Tuesday, October 04, 2011

Vignettes of GoofBoy - A Great Son

Most of what I've been writing about GoofBoy lately has been negative - not about him - but about his challenges (and frustrations) with fifth grade. But I wouldn't want to give the impression that being his dad is without rewards. Almost every day he does something incredible.


GoofBoy read the Orson Scott Card classic Ender’s Game recently. This is a great book, really miles ahead of Harry Potter as literature - and I don’t say that lightly, I like Harry Potter.

He knew he wanted to read it, but he was afraid to ask me because it had bad words. I responded, “I know you know all the bad words. You can read books that use them, but I don’t want YOU to use them.”

The book blew him away. I remember going to his room during the weekend he read it. He looked up at me and said, “Dad, I just don’t want to do anything but read this book.”

Unfortunately it was a bit too good. He can’t get into anything else. He started the sequel to Ender’s Game but it was a bit too advanced. He went back to a young adult series he had been reading and it was just too lightweight.
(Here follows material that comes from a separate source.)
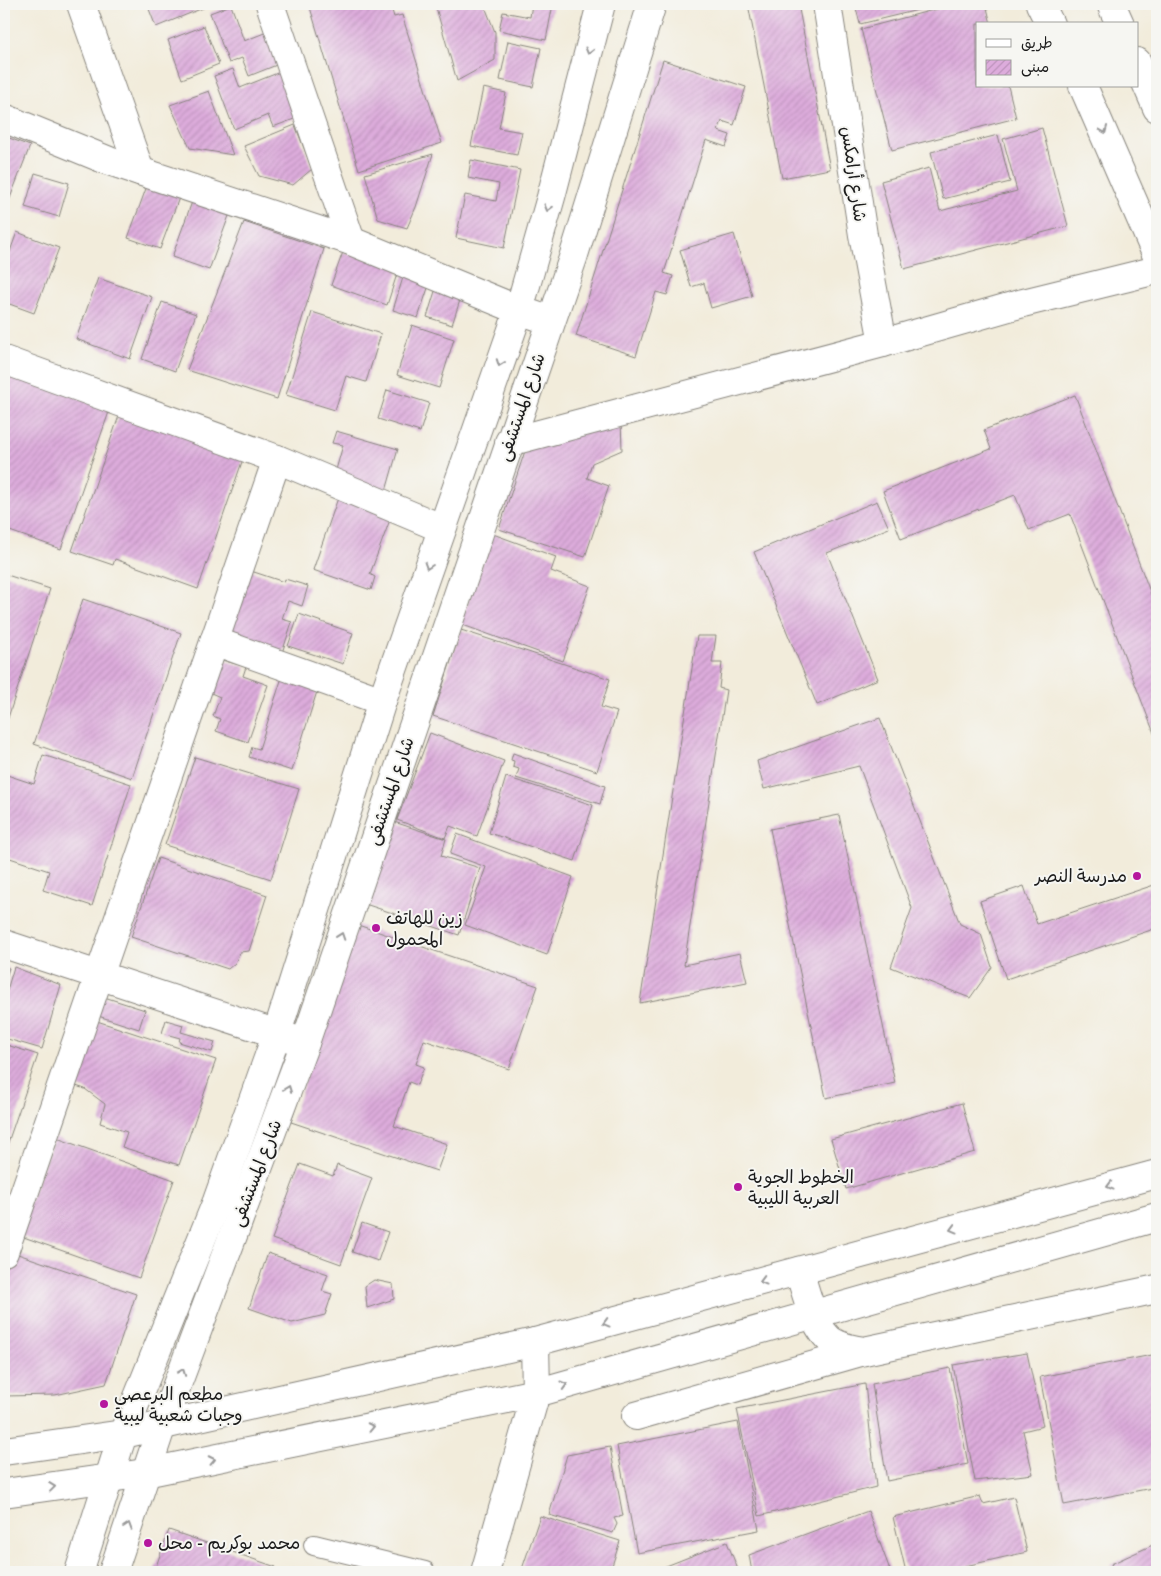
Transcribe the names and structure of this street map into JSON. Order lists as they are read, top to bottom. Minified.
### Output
{"streets":{"main road":["شارع أرامكس","شارع المستشفى"]},"places":["مدرسة النصر","زين للهاتف المحمول","الخطوط الجوية العربية الليبية","مطعم البرعصي وجبات شعبية ليبية","محمد بوكريم - محل"],"legend":["طريق","مبنى"]}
We had a little boy over, he is about half of GoofBoy’s age, but GoofBoy loves him. It was rainy, so they stayed inside, chasing each other around the house shooting each other with Nerf Guns. I noticed as they were playing that the little boy had on the Nerf safety glasses.

“Buddy,” I told GoofBoy, “Good job, you remembered to have your playmate put on the safety glasses without my telling you.”

“Dad, I wouldn’t want him to get hurt cause then they might not let him come over again.”

“That’s very responsible of you.”

GoofBoy grinned, “And now I can aim for his eyes!”


For Jewish holidays the little Goofs have been home a lot and there are no electronics for us on those days. So GoofGirl was getting a little bored and MamaGoof and I needed a naps (drinking wine to celebrate our holidays is tradition).

GoofBoy rose to the occasion. He sat on the floor, pulled his sister into his lap and told her stories – stories he just made up. Unsurprisingly, they were action stories, and GoofBoy bounced and tossed his sister to enliven the drama.

When I finally got up, I told GoofBoy how helpful he had been and said that the bouncing in his lap made his stories like a ride at Disneyland.

“Yeah,” he grinned, “Where do you think I got the idea?”

That a boy would build a model of the Empire State Building with Legos is no surprise. But the little valentine was an odd touch, so I asked GoofBoy about it.

He explained, “I added the heart on September 11th.”